[Opening Excerpted records section]

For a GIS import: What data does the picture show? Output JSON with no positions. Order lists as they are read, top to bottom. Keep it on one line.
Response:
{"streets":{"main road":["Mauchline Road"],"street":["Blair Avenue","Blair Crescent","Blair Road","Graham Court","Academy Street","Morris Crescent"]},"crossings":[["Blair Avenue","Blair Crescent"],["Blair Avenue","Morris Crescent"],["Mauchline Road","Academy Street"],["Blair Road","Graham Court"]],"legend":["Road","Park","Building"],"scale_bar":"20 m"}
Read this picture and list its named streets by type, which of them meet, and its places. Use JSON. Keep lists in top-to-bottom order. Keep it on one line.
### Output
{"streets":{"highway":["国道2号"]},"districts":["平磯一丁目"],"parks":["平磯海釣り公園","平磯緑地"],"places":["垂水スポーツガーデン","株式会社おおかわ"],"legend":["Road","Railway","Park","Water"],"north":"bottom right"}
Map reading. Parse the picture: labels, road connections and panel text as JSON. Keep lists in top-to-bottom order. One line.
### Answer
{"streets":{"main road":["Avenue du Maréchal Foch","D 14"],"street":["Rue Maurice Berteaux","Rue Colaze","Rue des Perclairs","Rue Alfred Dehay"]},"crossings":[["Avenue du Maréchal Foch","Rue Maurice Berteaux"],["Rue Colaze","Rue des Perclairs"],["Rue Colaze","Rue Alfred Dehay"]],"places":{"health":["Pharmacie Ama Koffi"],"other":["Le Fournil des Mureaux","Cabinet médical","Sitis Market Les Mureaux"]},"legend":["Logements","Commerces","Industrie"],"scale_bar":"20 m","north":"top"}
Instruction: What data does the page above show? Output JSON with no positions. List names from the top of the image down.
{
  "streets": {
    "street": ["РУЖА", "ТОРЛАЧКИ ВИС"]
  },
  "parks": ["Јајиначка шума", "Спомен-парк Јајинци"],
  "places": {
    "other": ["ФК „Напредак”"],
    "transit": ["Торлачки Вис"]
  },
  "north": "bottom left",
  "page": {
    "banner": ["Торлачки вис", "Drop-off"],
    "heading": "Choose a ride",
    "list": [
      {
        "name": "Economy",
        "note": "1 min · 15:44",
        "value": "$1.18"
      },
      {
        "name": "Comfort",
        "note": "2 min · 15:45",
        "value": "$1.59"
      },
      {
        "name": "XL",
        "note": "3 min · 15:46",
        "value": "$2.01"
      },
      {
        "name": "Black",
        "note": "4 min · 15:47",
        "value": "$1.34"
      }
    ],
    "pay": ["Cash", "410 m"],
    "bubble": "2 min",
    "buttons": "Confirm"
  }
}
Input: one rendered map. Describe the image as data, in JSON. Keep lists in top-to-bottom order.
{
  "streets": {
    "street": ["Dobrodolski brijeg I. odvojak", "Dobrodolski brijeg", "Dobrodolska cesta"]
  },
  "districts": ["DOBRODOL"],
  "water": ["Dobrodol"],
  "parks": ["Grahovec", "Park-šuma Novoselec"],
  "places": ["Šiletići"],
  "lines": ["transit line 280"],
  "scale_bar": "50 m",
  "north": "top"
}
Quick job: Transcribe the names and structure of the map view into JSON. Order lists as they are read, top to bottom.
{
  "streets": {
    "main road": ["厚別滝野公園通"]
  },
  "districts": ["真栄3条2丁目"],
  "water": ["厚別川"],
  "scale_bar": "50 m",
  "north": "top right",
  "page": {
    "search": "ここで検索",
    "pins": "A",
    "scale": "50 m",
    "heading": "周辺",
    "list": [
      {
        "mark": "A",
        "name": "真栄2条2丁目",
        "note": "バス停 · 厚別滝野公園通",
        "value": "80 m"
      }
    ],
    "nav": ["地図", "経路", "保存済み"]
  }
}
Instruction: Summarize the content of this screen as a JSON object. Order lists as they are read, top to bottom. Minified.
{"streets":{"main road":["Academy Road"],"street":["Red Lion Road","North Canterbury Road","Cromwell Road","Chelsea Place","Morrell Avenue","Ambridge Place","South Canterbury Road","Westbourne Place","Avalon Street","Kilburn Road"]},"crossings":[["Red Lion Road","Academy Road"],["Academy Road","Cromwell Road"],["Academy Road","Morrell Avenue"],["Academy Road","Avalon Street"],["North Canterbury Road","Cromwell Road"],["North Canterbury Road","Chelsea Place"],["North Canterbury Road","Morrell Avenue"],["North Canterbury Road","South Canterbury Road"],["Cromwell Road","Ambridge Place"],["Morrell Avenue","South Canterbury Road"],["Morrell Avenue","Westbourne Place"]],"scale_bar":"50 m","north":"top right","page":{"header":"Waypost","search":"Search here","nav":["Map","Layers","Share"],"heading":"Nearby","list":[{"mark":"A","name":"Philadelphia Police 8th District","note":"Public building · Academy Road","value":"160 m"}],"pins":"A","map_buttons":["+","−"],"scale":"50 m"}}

[Closing Excerpted records section]

Action item: In the records above, find every line with the word "picture" and copy it.

Expected answer:
For a GIS import: What data does the picture show? Output JSON with no positions. Order lists as they are read, top to bottom. Keep it on one line.
Read this picture and list its named streets by type, which of them meet, and its places. Use JSON. Keep lists in top-to-bottom order. Keep it on one line.
Map reading. Parse the picture: labels, road connections and panel text as JSON. Keep lists in top-to-bottom order. One line.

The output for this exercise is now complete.